I am humbled by the trust the voters have put in me and as I have said throughout the campaign, student success will remain at the core of my decision-making process at Citrus and will be my guiding principle. My passion for Citrus will be evident in everything I do.
Proud of the campaign
Last week, I called to congratulate Sal Medina on his election to Claremont City Council for District 5. I’m looking forward to working with him to create a future for our city that serves everyone. Our race for District 5 was downright pleasant, to the point when last week, Mike Ceraso hosted a virtual event for Councilmember-elect Sal Medina, and I appeared as a speaker—three District 5 candidates coming together post-results to ensure Claremont becomes better. That’s not how elections usually go, I’ll bet, and I appreciated that civility and respect on the campaign trail and beyond. Thank you Mike, Sal and Donell for your grace.
I want to say how proud I am of what our campaign accomplished. We energized, engaged and mobilized young voters and first-time voters at an impressive rate. We received donations from teachers, students, business owners, working class parents, retirees, 501c3 founders, activists, faith leaders and more. In a race with about 3,200 voters, our campaign boasted 30 plus incredible volunteers, 85 plus donors, 650 plus voters support our vision, and most importantly to me, integrity—all of this from a first-time candidate, an abolitionist activist, a stay-at-home dad, and a political upstart. Thank you to all my supporters, donors, volunteers and my entire campaign team (special massive public thank you to my wife, Elise, who shouldered so much during this race—you’re a rock).
We ran on a holistically imagined platform of justice—racial justice, economic justice, housing justice, climate justice and support for those most in need during this pandemic. I’m continuing to advocate for these and other issues, connecting with like-minded community leaders here in Claremont who are ready to mobilize, organize and effect change.
I’m proud of the campaign we ran not only because of the policies we put forth, but the way we approached them —with truth, with unapologetic anti-racist and anti-classist ideals, with empathy and understanding. We were bold and honest with folks because I believe that’s vital when dealing with entrenched problems as well as in imagining creative solutions. I met wonderful Claremonters on social media, on the phone, via emails and in person who gave me unique perspectives, wisdom and insight. In some form or another, every conversation with you gave me energy to move forward.

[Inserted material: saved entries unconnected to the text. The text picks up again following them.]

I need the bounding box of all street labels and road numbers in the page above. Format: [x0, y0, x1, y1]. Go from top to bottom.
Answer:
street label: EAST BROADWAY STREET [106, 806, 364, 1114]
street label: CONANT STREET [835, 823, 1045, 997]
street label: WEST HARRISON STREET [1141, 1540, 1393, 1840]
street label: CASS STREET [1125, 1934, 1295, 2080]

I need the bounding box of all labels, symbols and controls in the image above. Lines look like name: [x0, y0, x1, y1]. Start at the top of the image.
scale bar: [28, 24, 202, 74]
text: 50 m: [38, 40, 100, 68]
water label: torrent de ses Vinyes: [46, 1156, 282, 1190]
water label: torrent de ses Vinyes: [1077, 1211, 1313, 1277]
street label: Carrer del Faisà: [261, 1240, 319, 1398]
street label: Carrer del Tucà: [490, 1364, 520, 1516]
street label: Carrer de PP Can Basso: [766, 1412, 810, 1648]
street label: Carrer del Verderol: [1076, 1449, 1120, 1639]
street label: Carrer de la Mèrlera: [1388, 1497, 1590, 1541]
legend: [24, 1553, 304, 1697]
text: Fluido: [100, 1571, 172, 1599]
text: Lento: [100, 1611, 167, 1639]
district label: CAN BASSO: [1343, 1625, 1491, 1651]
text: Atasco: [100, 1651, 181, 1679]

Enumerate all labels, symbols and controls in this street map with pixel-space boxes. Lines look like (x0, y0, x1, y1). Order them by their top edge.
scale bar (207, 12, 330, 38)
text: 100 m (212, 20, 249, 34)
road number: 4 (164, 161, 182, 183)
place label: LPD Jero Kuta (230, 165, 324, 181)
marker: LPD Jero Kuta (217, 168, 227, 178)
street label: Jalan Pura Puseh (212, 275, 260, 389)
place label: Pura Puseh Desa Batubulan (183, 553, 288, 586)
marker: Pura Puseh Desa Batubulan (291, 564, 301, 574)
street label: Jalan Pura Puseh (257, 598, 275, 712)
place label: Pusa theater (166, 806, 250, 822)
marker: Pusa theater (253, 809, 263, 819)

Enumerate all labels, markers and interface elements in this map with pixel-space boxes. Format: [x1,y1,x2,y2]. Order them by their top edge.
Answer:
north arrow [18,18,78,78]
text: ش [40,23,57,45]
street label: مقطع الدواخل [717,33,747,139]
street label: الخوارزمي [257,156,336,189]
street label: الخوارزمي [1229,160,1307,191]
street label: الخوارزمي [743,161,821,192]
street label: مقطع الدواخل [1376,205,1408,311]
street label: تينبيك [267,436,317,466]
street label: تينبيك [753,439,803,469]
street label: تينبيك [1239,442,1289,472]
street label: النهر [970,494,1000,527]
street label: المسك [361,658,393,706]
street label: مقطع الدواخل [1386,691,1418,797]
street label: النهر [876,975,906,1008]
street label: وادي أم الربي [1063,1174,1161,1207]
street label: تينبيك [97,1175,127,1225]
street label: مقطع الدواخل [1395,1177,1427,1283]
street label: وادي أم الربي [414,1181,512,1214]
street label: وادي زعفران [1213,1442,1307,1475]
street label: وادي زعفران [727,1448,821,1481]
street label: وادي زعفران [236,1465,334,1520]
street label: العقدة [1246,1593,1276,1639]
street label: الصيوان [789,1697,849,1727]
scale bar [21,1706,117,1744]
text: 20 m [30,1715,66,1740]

That energy will take us to what is next, and that starts with supporting Sal on the city council. In my conversations with Sal, I’ve found him to be a person of integrity and optimism, and he also sold me a bottle of wine that was so good it made me angry at table grapes. I look forward to shaping the city’s future with him these next four years, staying in close communication, and working together to ensure the 57 percent of folks who voted differently are seen and heard, too. With Sal’s empathy and our determination, I know that will be the case.
Lastly, thank you to all of Claremont and District 5 for being engaged in this local election and beyond. I am incredibly grateful that I had the opportunity to run for Claremont City Council in District 5 this year, and I can’t wait to keep doing the daily work with you to help make Claremont more equitable, just, inclusive, safe and inspiring.